| Data excerpts |
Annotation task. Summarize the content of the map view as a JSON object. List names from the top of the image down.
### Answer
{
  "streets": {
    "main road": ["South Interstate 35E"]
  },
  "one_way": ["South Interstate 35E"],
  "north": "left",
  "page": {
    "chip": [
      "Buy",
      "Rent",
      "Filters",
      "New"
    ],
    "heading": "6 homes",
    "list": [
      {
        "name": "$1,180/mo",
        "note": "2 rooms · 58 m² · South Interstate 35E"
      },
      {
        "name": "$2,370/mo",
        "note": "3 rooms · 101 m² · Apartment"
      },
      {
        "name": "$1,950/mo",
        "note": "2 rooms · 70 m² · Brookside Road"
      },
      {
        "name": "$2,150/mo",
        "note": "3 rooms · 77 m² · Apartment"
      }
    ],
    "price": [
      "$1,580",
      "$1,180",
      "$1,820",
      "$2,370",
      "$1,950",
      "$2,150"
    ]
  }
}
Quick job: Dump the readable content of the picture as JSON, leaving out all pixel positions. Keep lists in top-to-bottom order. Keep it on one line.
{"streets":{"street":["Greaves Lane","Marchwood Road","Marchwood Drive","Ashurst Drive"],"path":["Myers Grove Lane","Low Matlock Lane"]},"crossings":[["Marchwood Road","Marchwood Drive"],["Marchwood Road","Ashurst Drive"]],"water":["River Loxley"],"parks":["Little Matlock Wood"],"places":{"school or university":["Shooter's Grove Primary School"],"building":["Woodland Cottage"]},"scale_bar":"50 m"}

| What you should do |
Print out all of the data above word for word.

| Result of the exercise |
Annotation task. Summarize the content of the map view as a JSON object. List names from the top of the image down.
### Answer
{
  "streets": {
    "main road": ["South Interstate 35E"]
  },
  "one_way": ["South Interstate 35E"],
  "north": "left",
  "page": {
    "chip": [
      "Buy",
      "Rent",
      "Filters",
      "New"
    ],
    "heading": "6 homes",
    "list": [
      {
        "name": "$1,180/mo",
        "note": "2 rooms · 58 m² · South Interstate 35E"
      },
      {
        "name": "$2,370/mo",
        "note": "3 rooms · 101 m² · Apartment"
      },
      {
        "name": "$1,950/mo",
        "note": "2 rooms · 70 m² · Brookside Road"
      },
      {
        "name": "$2,150/mo",
        "note": "3 rooms · 77 m² · Apartment"
      }
    ],
    "price": [
      "$1,580",
      "$1,180",
      "$1,820",
      "$2,370",
      "$1,950",
      "$2,150"
    ]
  }
}
Quick job: Dump the readable content of the picture as JSON, leaving out all pixel positions. Keep lists in top-to-bottom order. Keep it on one line.
{"streets":{"street":["Greaves Lane","Marchwood Road","Marchwood Drive","Ashurst Drive"],"path":["Myers Grove Lane","Low Matlock Lane"]},"crossings":[["Marchwood Road","Marchwood Drive"],["Marchwood Road","Ashurst Drive"]],"water":["River Loxley"],"parks":["Little Matlock Wood"],"places":{"school or university":["Shooter's Grove Primary School"],"building":["Woodland Cottage"]},"scale_bar":"50 m"}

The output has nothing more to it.